START ENTRIES SUPPLIED

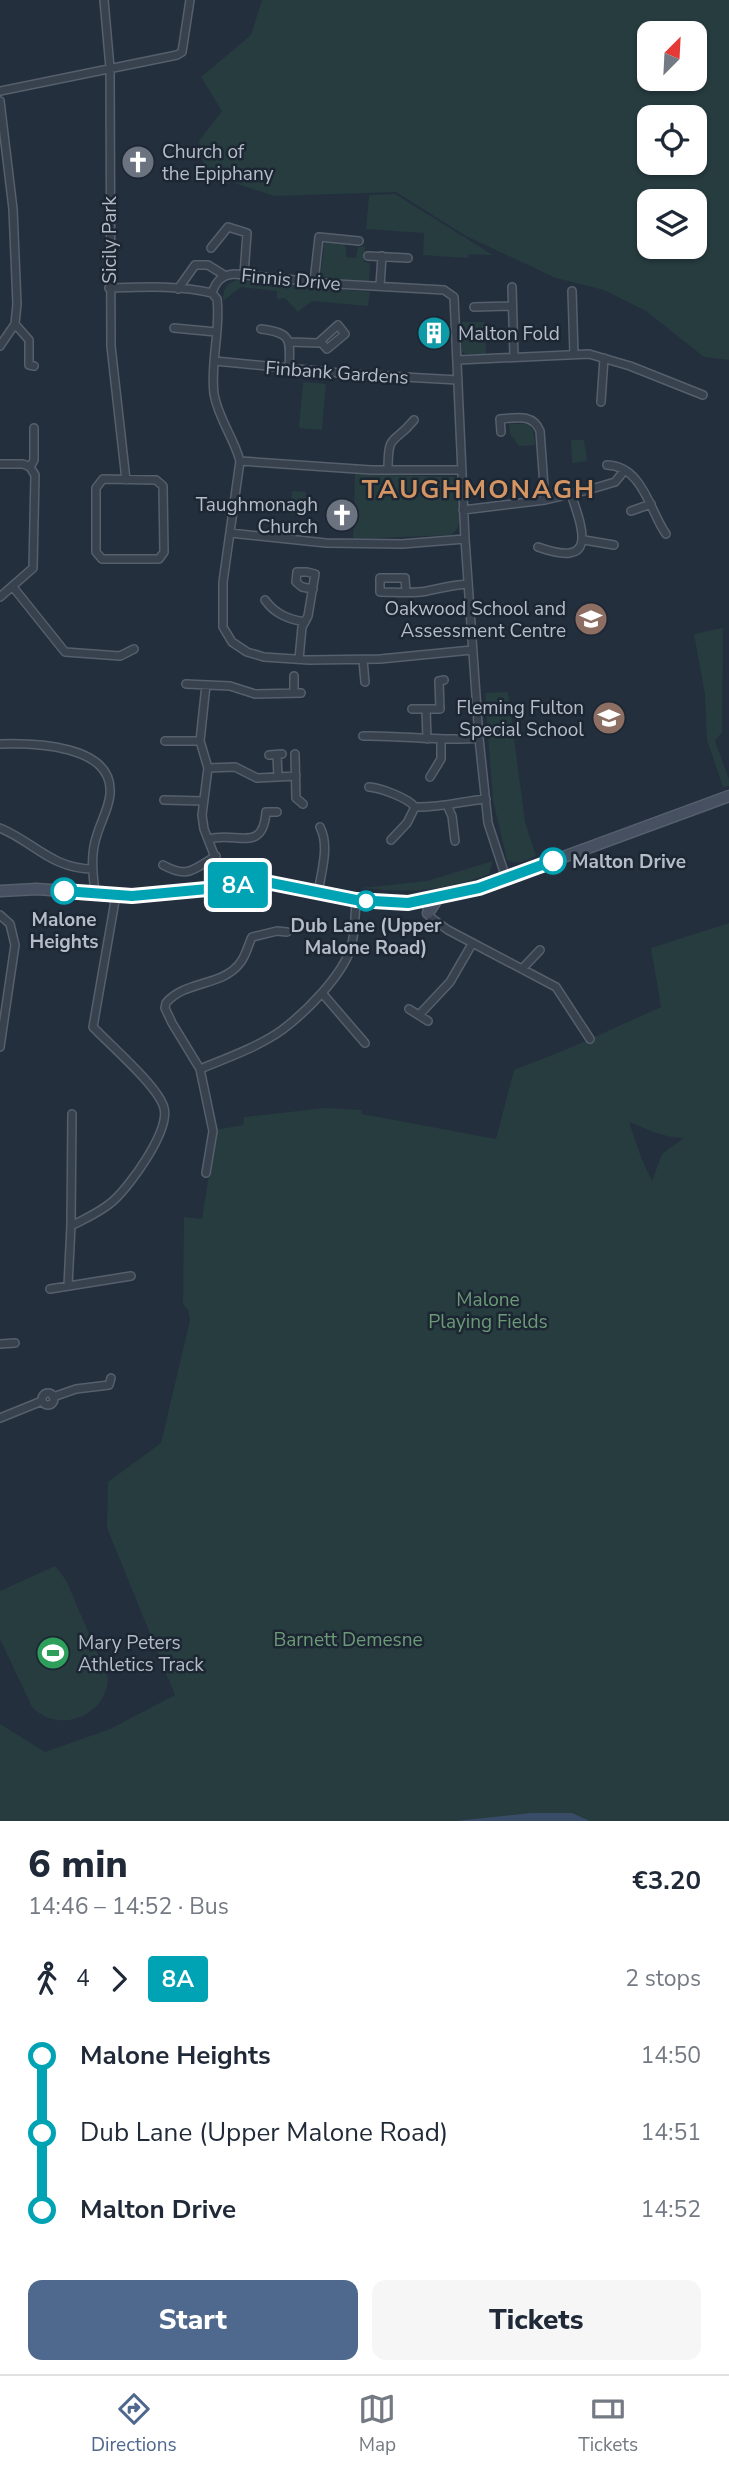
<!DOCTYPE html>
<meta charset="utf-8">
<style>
body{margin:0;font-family:"Nunito Sans",sans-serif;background:#f6f6f7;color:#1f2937;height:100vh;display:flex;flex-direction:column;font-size:26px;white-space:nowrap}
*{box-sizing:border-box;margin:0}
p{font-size:23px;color:#747a83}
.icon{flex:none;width:38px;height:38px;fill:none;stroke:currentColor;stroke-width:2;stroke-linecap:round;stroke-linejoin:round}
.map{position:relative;height:1821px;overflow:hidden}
.drawer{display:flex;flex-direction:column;background:#fff;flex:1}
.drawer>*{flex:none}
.badge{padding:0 14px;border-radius:5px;font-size:24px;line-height:46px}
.needle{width:46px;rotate:24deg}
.buttons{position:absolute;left:637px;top:21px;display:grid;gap:14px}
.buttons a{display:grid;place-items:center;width:70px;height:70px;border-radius:14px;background:#fff;box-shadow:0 2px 5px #0004;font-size:35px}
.map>.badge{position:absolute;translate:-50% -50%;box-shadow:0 0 0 4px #fff}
.legs{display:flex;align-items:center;gap:10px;height:77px;padding:0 28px;font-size:23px}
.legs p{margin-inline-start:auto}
.overview{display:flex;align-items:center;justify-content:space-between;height:119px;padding:0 28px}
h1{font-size:38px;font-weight:800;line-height:52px}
.primary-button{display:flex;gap:14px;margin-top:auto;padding:14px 28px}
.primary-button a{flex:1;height:80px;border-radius:14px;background:#4f688e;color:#fff;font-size:28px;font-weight:800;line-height:80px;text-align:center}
.primary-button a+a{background:#f6f6f7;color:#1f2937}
ul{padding:0 28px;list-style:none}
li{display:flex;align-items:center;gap:24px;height:77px;font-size:26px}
li i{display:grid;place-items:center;width:10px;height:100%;margin:0 9px;background:currentColor}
li i::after{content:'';width:18px;height:18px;margin:-9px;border:5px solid;border-radius:50%;background:#fff}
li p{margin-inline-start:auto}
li:first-child i{background:linear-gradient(#0000 50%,currentColor 0)}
li:last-child i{background:linear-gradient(currentColor 50%,#0000 0)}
.dock{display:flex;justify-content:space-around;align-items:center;height:98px;border-top:2px solid #e0e1e3;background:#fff;font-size:19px;color:#747a83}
.dock a{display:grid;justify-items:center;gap:4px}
.dock .current{color:#4f688e}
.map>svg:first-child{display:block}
</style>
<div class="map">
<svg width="729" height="1821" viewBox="0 0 729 1821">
<rect width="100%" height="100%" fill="#242f3e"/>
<path fill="#263c3f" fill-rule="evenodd" d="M262,0H729V360L704,357L646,311L604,290L556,278L466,236L396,192L275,196L206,174L199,141L222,111L201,77L251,35ZM695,33V79H649V33ZM695,117V163H649V117ZM695,201V247H649V201Z
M395,194L493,255L469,254L468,258L423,255L424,233L366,229L369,195Z
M327,242L344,244L346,248V257L356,258L358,247L365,246L364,262L370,263L369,282L320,277L324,249L322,246Z
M238,280L370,292L368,306L312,301L298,312L285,298L277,299V291L241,287L223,301C224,288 225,284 238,280Z
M462,322H485L486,354H466L462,352Z
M303,382L326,384L322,430L299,428Z
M509,424H529L533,430L535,445L519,446L510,434Z
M571,440H584L587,461L572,463Z
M355,474L455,477L460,522L457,529L451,535L353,539Z
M292,491L306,492L305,512L302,515L290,514Z
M723,628L722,732L715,741L729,779V786L723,787L707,740L705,695L694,634Z
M508,692L525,822L536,856C526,860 516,866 507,860L493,801L485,693Z
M493,861L489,874C440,892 413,893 361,888L427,881Z
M729,923V1821H590L572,1813L455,1821H0V1724L45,1752L110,1729L175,1695L107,1528L108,1482L161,1443L190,1320L188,1310L183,1304L184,1217L202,1219L216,1130L243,1125L244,1117L325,1108L361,1110L362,1114L496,1139L514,1070L570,1048L661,1007L651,948ZM629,1122C648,1129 663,1138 684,1138L662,1154L652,1181L642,1160Z
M55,1566L66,1580L108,1678C107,1716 59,1735 32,1707L0,1639V1591Z"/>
<path fill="#394c67" d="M531,1813H572L590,1821H455Z"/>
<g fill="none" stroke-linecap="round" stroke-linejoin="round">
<defs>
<path id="street" d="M104,0L110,68L111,346L126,480
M0,91L177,55L182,52L190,0
M0,101L13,209L17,304L15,324L0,346
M211,248L228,227L247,233L244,275
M368,256L408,258
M314,282L319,237L359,241
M380,286L382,256
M512,287L514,356
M109,288C143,287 179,285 212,293L217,299C221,330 210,363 214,394C218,418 234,438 240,461L223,582V627L232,642L247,652L264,657L309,660L380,659L472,650
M178,289L195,265H208L224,275
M572,291L574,354
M212,293C216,281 222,275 234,274L337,284L444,290L454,297L465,539L479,738L488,823L506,878
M474,307L512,306
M15,324L29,340V365L34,366
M174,328L216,332
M261,329C293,333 290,340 289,369
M290,342L318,343L338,325L345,334L327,349L320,341
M458,360L589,354L630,366L703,395
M215,361L350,374L458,380
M601,402L604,358
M501,432L500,419C515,418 533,413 540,431L545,500
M240,461L371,470H462
M0,464H23L30,467L35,475L33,568L0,597
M607,465C643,466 650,512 666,534
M30,467L34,460V428
M388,470C388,431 393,446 414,420
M103,479L156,480L163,486L164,552L159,559H102L96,552V488Z
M463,510L545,500L588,490L615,482L624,471
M631,511L651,504
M230,533L326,543L402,544L465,539
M584,540L614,545
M538,547C597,568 584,532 571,494
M13,587L65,652L120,656L134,649
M406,592L405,578H380V592C395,592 413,594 427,591C441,588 453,585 467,584
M265,600C275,614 288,619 305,622
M299,659L302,627L308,616L315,574L307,572H297L296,582L302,587L313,589
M363,660L365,682
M294,676V693
M186,684L230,686L255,694L301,693
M206,685L200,741L208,768L202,815L204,829L220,870L221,886
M412,709H440L439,681L444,680
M426,709L427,739
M363,736C402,735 440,742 479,738
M165,741H200
M0,744C32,743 114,744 110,794C109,808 101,821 97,835C90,854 93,874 95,894
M295,754L296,798L303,804
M269,755L282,754
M277,755L278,777
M208,768L235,767L257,778L296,776
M430,777L441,759V740
M369,787C381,788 408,798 415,807C440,808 463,801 486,799
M164,800L203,801
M447,805L452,816L455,841
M0,828C34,842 52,869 93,869
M209,839C236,831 263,854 266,812H277
M391,840L407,823L415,807
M163,865C188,879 194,869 216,856
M318,893C321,873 330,846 320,827
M425,901L430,917L448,930L556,987L590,1039
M0,915L10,924L15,945L0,1047
M522,969L540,950
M322,993L365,1043
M409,1009L428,1021
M419,1015L450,982L472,944
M200,1069C227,1058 258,1047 282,1030C306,1012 341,977 351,948C355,933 355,915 356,900
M206,1173L213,1131L200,1069L172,1023L165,1008L166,1003C185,980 222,987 240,963C246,956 248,945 252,937L277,931L287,932
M71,1226C86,1218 101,1212 113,1201C130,1186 170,1131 164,1108C159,1087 109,1044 93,1027L116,895
M68,1286L71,1226L72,1114
M50,1289L131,1276
M0,1344L15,1343
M42 1399a6 6 0 1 1 12 0a6 6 0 1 1-12 0Z
M53,1397L76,1389L109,1385L111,1378
M0,1418L42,1401"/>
<path id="secondary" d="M0,891L37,889L132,896L271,883L356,900L409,903L479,888L729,796
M428,913L438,898"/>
</defs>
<use href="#street" stroke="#565f6c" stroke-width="10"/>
<use href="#secondary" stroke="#565f6c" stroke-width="13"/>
<use href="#street" stroke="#38414e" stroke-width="7"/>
<use href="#secondary" stroke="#465061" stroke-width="10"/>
</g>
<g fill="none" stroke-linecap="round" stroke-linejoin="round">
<defs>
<path id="line-1" d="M64,891L132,896L271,883L356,900L408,903L479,888L553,861"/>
</defs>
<use href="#line-1" stroke="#fff" stroke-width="16"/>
<use href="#line-1" stroke="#00a3b4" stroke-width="10"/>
</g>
<defs>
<symbol id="church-disc" viewBox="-11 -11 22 22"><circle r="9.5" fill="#6b7280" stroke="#1d2633"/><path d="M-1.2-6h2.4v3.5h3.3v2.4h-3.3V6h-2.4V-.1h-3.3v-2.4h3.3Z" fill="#fff"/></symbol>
<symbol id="building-disc" viewBox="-11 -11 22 22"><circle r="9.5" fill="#0f9aa8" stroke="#1d2633"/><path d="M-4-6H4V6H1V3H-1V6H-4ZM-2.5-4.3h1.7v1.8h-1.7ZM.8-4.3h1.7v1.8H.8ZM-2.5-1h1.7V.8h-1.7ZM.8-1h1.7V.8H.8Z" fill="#fff"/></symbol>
<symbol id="school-disc" viewBox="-11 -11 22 22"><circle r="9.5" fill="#8d6e63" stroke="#1d2633"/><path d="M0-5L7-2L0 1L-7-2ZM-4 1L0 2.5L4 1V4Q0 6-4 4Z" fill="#fff"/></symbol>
<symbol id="stadium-disc" viewBox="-11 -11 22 22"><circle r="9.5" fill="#2e9e5b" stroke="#1d2633"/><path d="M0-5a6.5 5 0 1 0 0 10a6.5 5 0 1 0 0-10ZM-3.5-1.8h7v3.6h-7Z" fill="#fff"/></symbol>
</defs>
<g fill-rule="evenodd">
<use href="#church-disc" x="119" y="143" width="38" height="38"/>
<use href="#building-disc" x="415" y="314" width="38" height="38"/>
<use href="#church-disc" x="323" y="496" width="38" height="38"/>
<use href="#school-disc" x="572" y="600" width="38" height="38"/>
<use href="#school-disc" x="590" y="699" width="38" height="38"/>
<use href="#stadium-disc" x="34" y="1634" width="38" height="38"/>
</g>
<g fill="#fff" stroke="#00a3b4" stroke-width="3.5">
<circle cx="553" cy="861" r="12"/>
<circle cx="64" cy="891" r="12"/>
<circle cx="366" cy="901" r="9"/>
</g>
<g text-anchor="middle" stroke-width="5" stroke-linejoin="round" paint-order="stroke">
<g font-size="19" fill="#b4bcc9" stroke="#1d2633" text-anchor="start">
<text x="162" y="158">Church of<tspan x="162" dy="22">the Epiphany</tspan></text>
<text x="458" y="340">Malton Fold</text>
<text x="318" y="511" text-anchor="end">Taughmonagh<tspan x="318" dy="22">Church</tspan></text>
<text x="566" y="615" text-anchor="end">Oakwood School and<tspan x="566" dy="22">Assessment Centre</tspan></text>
<text x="584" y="714" text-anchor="end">Fleming Fulton<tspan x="584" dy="22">Special School</tspan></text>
<text x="78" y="1649">Mary Peters<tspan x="78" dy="22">Athletics Track</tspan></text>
</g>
<g font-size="19" fill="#b4bcc9" stroke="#1d2633">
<text transform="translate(109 240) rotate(-90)" y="7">Sicily Park</text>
<text transform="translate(291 279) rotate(5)" y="7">Finnis Drive</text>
<text transform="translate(337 372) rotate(4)" y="7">Finbank Gardens</text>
</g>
<g font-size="19" font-weight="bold" fill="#b4bcc9" stroke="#1d2633">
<text x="572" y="868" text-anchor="start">Malton Drive</text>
<text x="64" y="926">Malone<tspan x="64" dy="22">Heights</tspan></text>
<text x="366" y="932">Dub Lane (Upper<tspan x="366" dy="22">Malone Road)</tspan></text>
</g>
<g font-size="19" fill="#6b9a76" stroke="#1d2633">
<text x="488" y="1306">Malone<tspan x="488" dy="22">Playing Fields</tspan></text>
<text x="348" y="1646">Barnett Demesne</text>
</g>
<g font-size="26" font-weight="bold" letter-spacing="2" fill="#d59563" stroke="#1d2633">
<text x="479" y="498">TAUGHMONAGH</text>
</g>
</g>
</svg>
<div class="buttons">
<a><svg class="needle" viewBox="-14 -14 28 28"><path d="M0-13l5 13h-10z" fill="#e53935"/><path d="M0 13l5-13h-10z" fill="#747a83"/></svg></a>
<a><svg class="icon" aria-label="locate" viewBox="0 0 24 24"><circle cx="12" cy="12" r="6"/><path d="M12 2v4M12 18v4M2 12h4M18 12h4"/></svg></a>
<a><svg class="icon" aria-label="layers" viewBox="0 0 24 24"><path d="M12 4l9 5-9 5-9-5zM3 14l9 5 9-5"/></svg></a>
</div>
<b class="badge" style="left:238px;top:885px;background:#00a3b4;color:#fff">8A</b>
</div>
<section class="drawer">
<div class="overview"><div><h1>6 min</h1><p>14:46 – 14:52 · Bus</p></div><b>€3.20</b></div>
<div class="legs"><svg class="icon" aria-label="walk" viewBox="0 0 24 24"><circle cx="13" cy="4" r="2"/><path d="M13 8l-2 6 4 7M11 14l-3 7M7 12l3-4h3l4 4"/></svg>4<svg class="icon" aria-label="forward" viewBox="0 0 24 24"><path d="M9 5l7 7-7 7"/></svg><b class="badge" style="background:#00a3b4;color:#fff">8A</b><p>2 stops</p></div>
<ul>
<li><i style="color:#00a3b4"></i><b>Malone Heights</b><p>14:50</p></li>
<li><i style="color:#00a3b4"></i><span>Dub Lane (Upper Malone Road)</span><p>14:51</p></li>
<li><i style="color:#00a3b4"></i><b>Malton Drive</b><p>14:52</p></li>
</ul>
<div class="primary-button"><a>Start</a><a>Tickets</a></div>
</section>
<nav class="dock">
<a class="current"><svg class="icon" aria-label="directions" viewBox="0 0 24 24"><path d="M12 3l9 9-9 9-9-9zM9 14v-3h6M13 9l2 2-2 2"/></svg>Directions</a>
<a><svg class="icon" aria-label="map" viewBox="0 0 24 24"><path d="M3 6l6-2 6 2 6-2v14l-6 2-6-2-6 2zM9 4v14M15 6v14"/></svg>Map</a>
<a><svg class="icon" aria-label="tickets" viewBox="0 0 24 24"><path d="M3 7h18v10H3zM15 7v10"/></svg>Tickets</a>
</nav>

END ENTRIES SUPPLIED

Starting at the line with "3l9 9-9 9-9-9zM9", copy every line down to the last one above, exactly as written and with nothing else.

<a class="current"><svg class="icon" aria-label="directions" viewBox="0 0 24 24"><path d="M12 3l9 9-9 9-9-9zM9 14v-3h6M13 9l2 2-2 2"/></svg>Directions</a>
<a><svg class="icon" aria-label="map" viewBox="0 0 24 24"><path d="M3 6l6-2 6 2 6-2v14l-6 2-6-2-6 2zM9 4v14M15 6v14"/></svg>Map</a>
<a><svg class="icon" aria-label="tickets" viewBox="0 0 24 24"><path d="M3 7h18v10H3zM15 7v10"/></svg>Tickets</a>
</nav>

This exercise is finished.